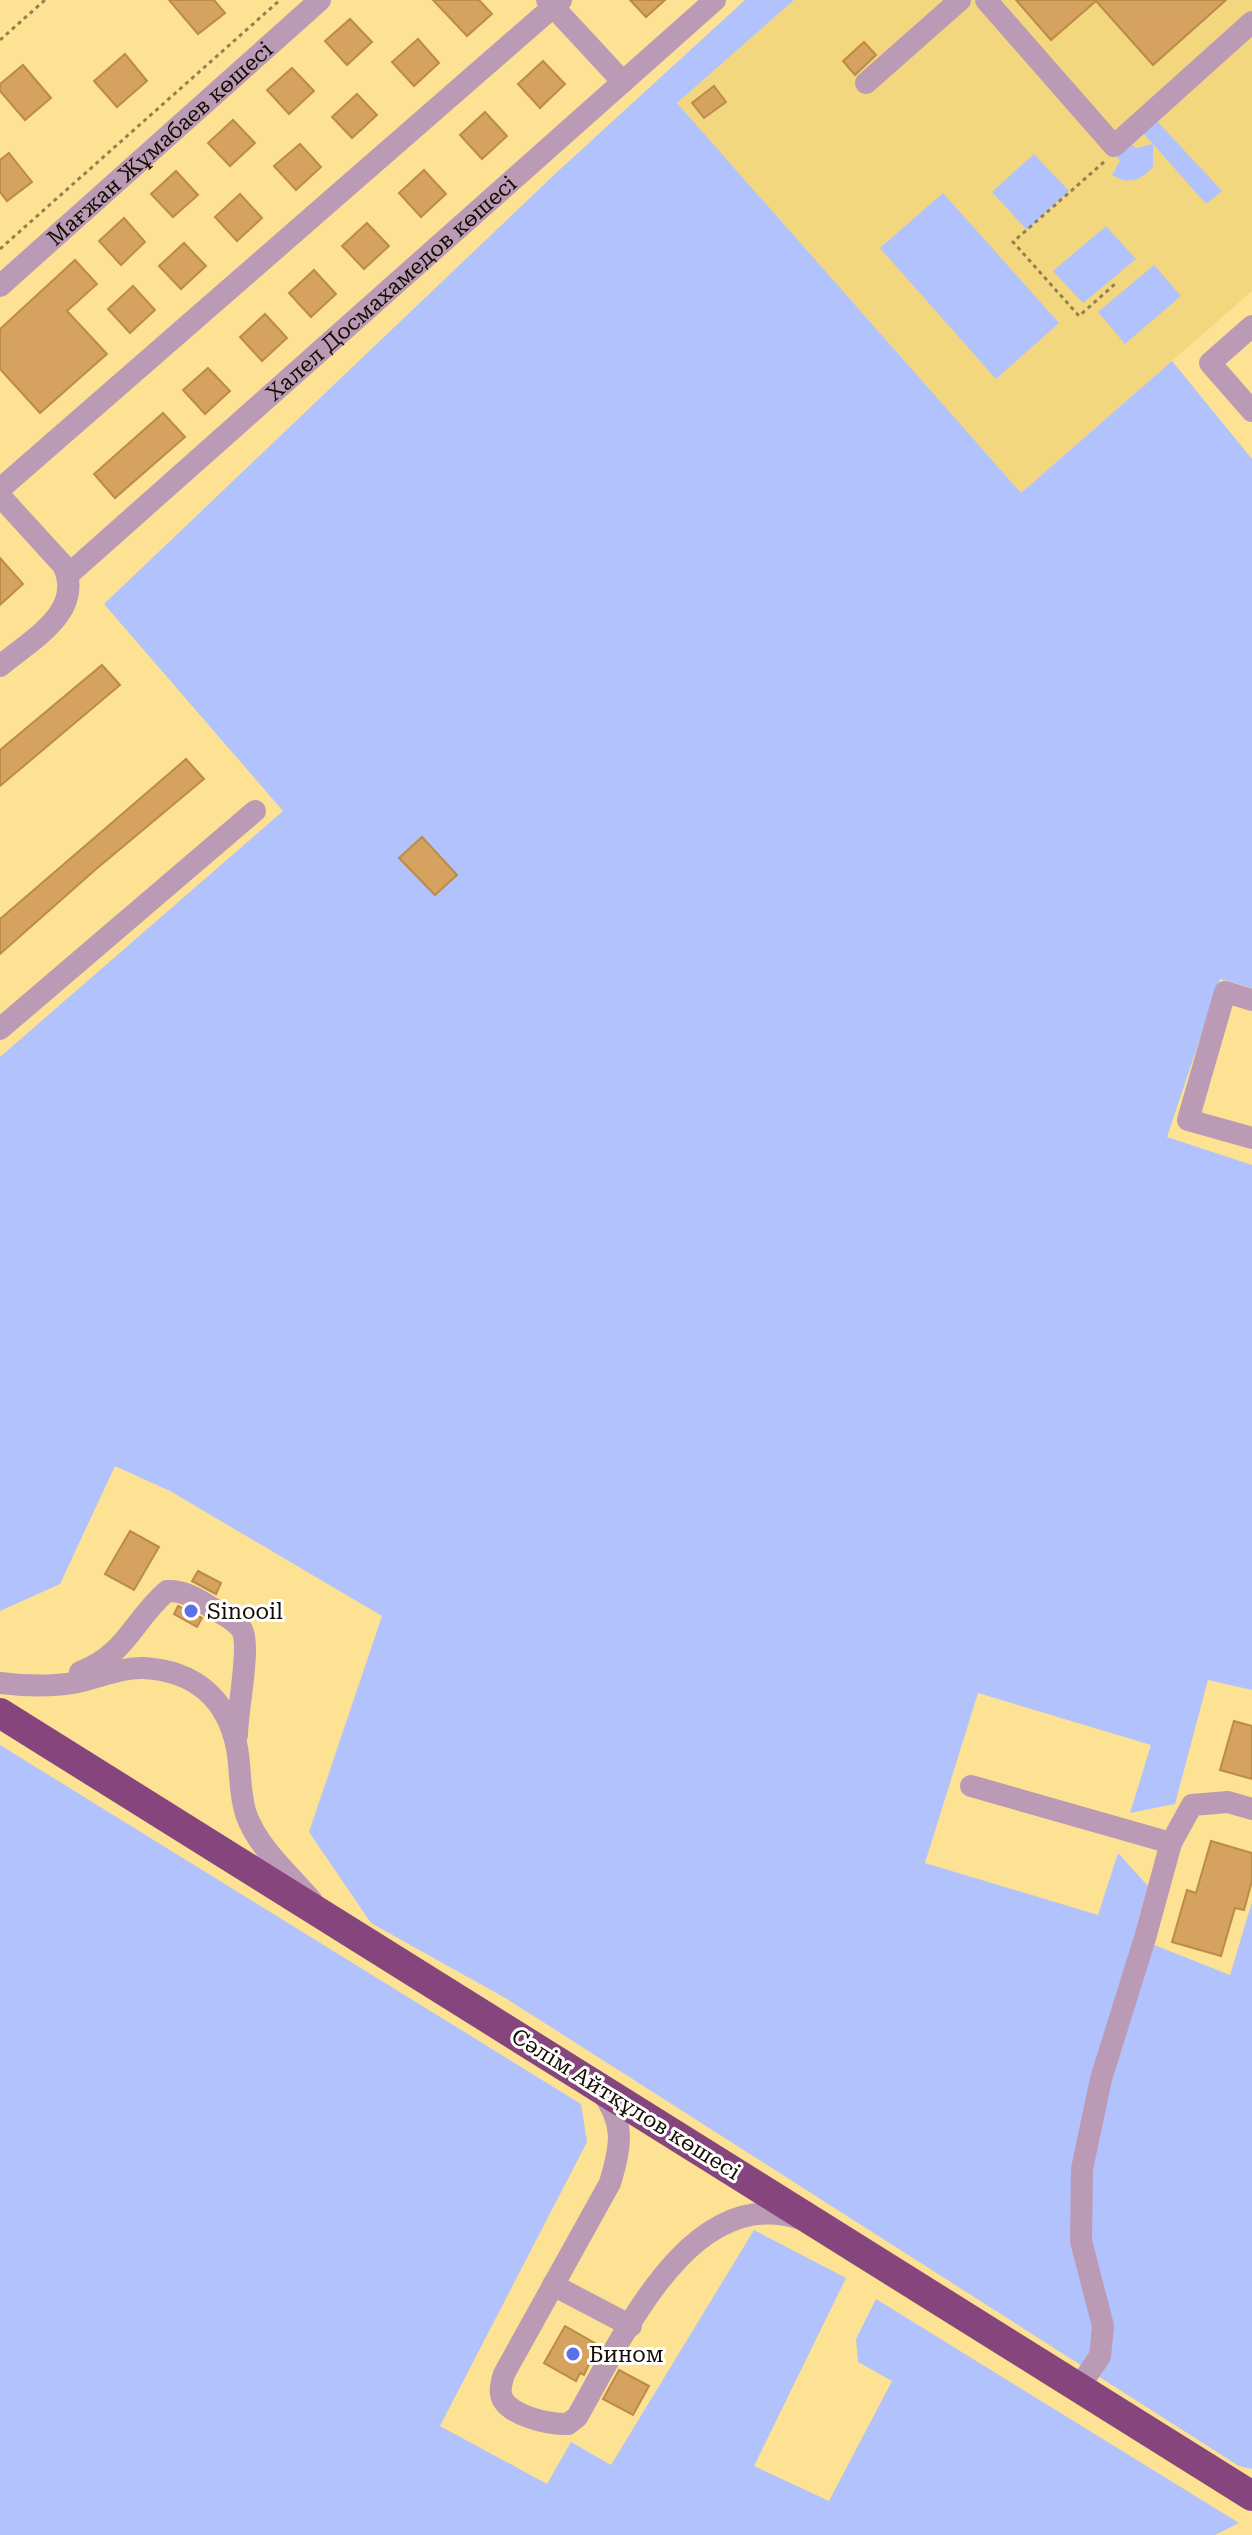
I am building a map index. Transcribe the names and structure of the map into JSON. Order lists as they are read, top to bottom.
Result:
{
  "streets": {
    "highway": ["Сәлім Айтқұлов көшесі"],
    "street": ["Мағжан Жұмабаев көшесі", "Халел Досмахамедов көшесі"]
  },
  "places": ["Sinooil", "Бином"]
}
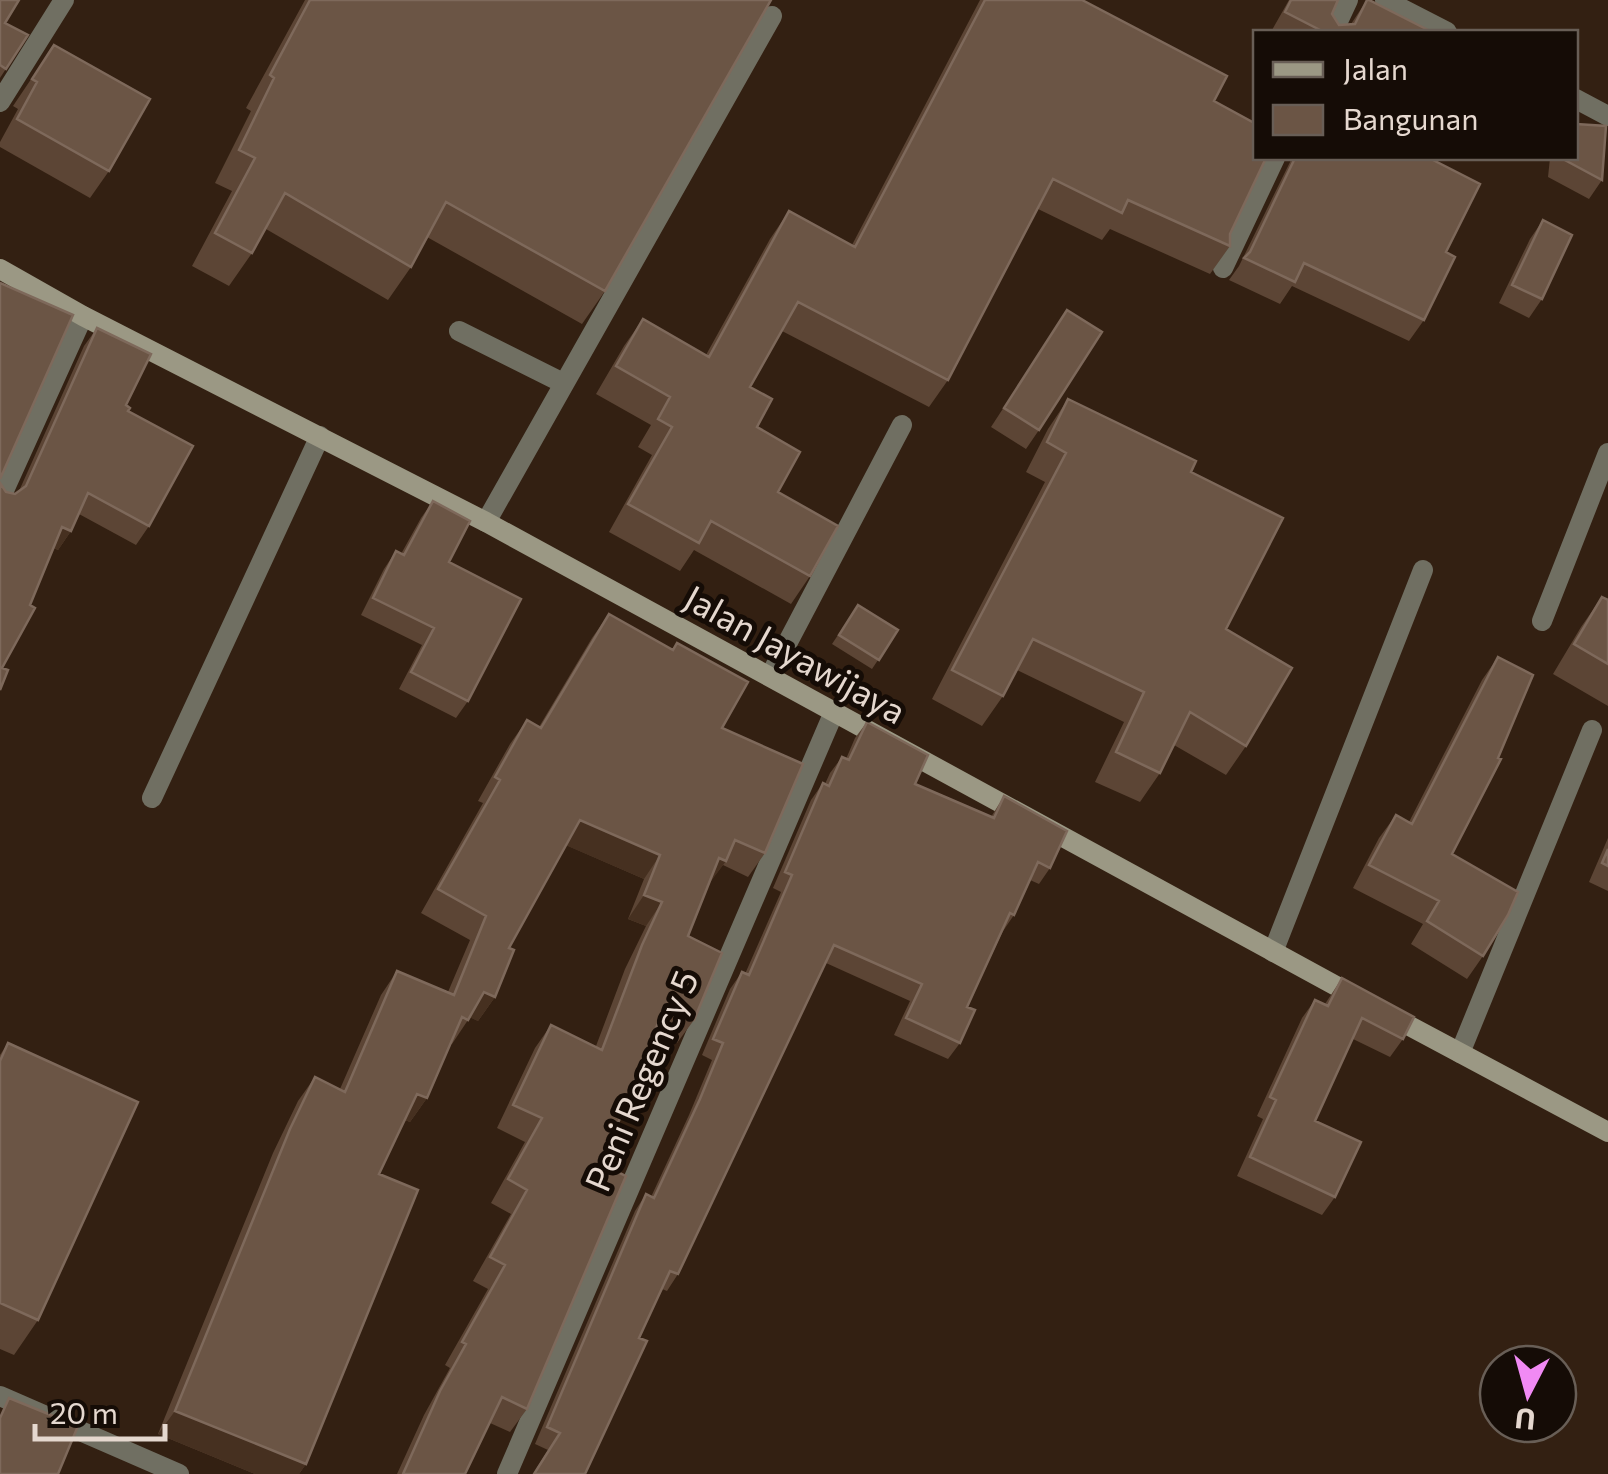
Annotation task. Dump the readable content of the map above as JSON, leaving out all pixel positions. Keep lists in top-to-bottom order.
{
  "streets": {
    "main road": ["Jalan Jayawijaya"],
    "street": ["Peni Regency 5"]
  },
  "crossings": [
    ["Jalan Jayawijaya", "Peni Regency 5"]
  ],
  "legend": ["Jalan", "Bangunan"],
  "scale_bar": "20 m",
  "north": "bottom"
}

- **EXERCISE REQUIREMENTS**
Output only the lines from the one that contains "Annotation task. Dump" through the final line of the records, exactly as given.

- **TASK OUTPUT**
Annotation task. Dump the readable content of the map above as JSON, leaving out all pixel positions. Keep lists in top-to-bottom order.
{
  "streets": {
    "main road": ["Jalan Jayawijaya"],
    "street": ["Peni Regency 5"]
  },
  "crossings": [
    ["Jalan Jayawijaya", "Peni Regency 5"]
  ],
  "legend": ["Jalan", "Bangunan"],
  "scale_bar": "20 m",
  "north": "bottom"
}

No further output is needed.